The Moroccan digital landscape is a conundrum of puzzlement, intrinsically aporetic, fundamentally obscene and essentially disturbing. Horror does not merely manifest as the panic instilled by the digital real(m); rather, it epitomizes the profound absence of cognitive clarity, the lucidity that is required to think (about) and make sense our freakish contemporaneity. The most profound horror resides hence in the disconcerting absence of a suitable language capable of capturing its full extent. Facing this monstrosity, the book resonates as a scream in the Munchian tradition, an embodiment of what persists when language disintegrates and utterly fails to grasp the chaotic reality that confronts us. This finds its most unsettling expression on the Moroccan web – through memes, where laughter, far from being mere humor, serves as a form of symbolic expulsion, a vomiting out of the very reality it subjects to ridicule. These memes, in their vulgarity and absurdity, enact a visceral rejection of the prevailing truth (Bakhtin, 1984). The grotesque here is not merely an aesthetic, but rather a symptom of the contradictions of our modernity, a sign that reveals the obscene underside of our sociality.

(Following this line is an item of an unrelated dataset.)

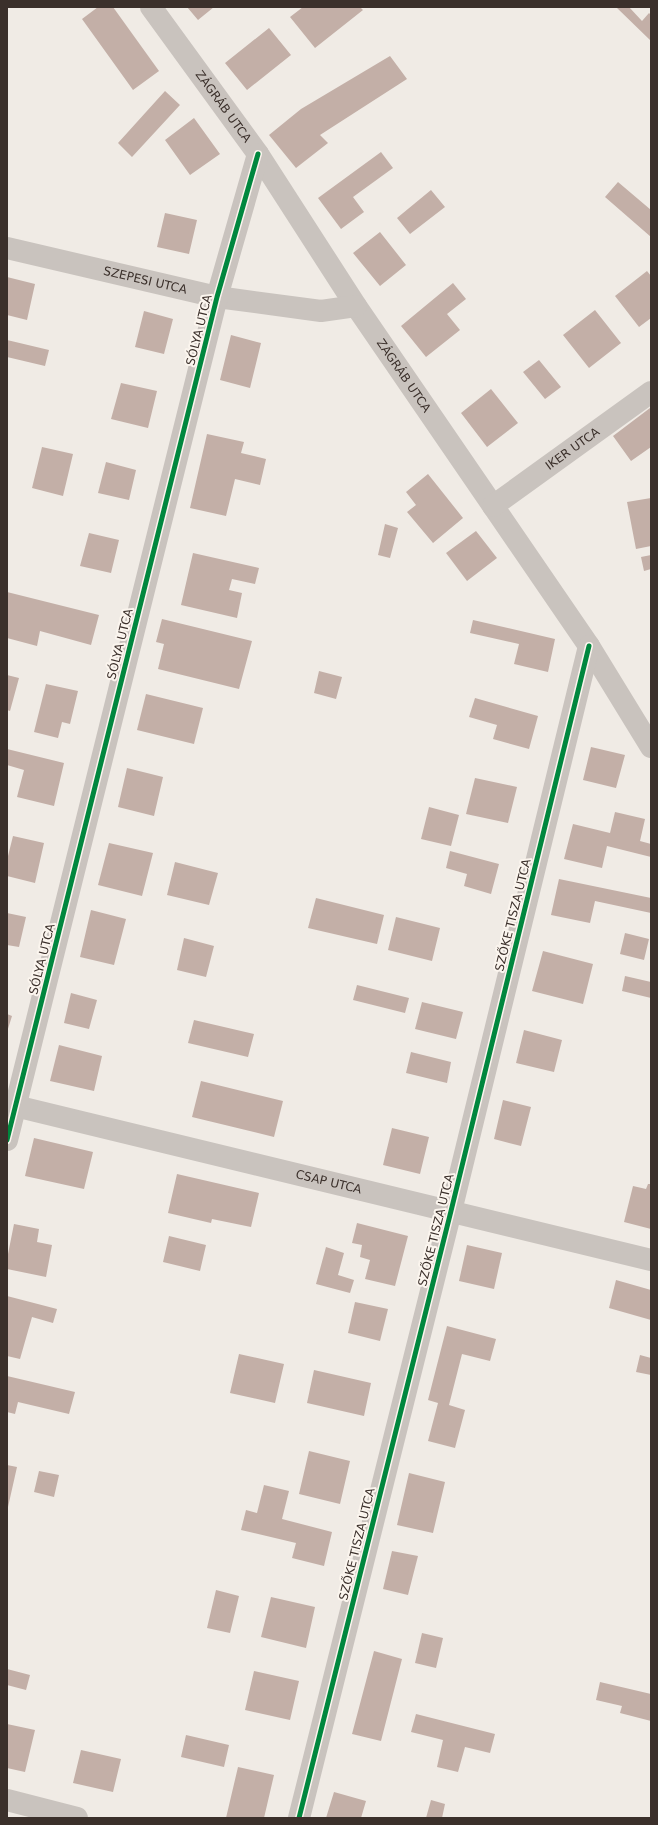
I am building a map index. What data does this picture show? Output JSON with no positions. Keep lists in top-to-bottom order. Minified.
{"streets":{"street":["ZÁGRÁB UTCA","SZEPESI UTCA","SÓLYA UTCA","IKER UTCA","SZŐKE TISZA UTCA","CSAP UTCA"]},"crossings":[["ZÁGRÁB UTCA","SZEPESI UTCA"],["ZÁGRÁB UTCA","SÓLYA UTCA"],["ZÁGRÁB UTCA","IKER UTCA"],["ZÁGRÁB UTCA","SZŐKE TISZA UTCA"],["SZEPESI UTCA","SÓLYA UTCA"],["SÓLYA UTCA","CSAP UTCA"],["SZŐKE TISZA UTCA","CSAP UTCA"]]}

And, of course, this culminates in the book’s conclusion: the need to eschew an epistemic horror through the call for a new approach to digital cultural studies, one that does not impose Western theoretical frameworks on non-Western digital phenomena. This book is an epistemic vomit hurled at the face of those entrenched in the old guard of Western pedagogy. In this sense, the book confronts not just the digital grotesque but also the ideological horror of academia itself.
In reading the Moroccan web, Almeida’s book does not simply invite you to explore – it drags you, kicking and screaming, through the dark corridors of the digital/real. For researchers bold enough to face this monstrosity, Almeida offers nothing less than a generous invitation to conceive a monster theory on Moroccan culture and politics. Almeida’s exploration of Moroccan society through the lens of monstrosity represents a significant intervention in Cultural Studies within Morocco. Her work enriches the ongoing theoretical and thematic debates we have initiated (Belghazi and El Maaroufs) regarding precarity, monstrosity and abjection. This anthology’s expansive scope, much like its monstrosity, is also its greatest asset – inviting a wide audience to be jolted out of their comfortable assumptions about Moroccan culture.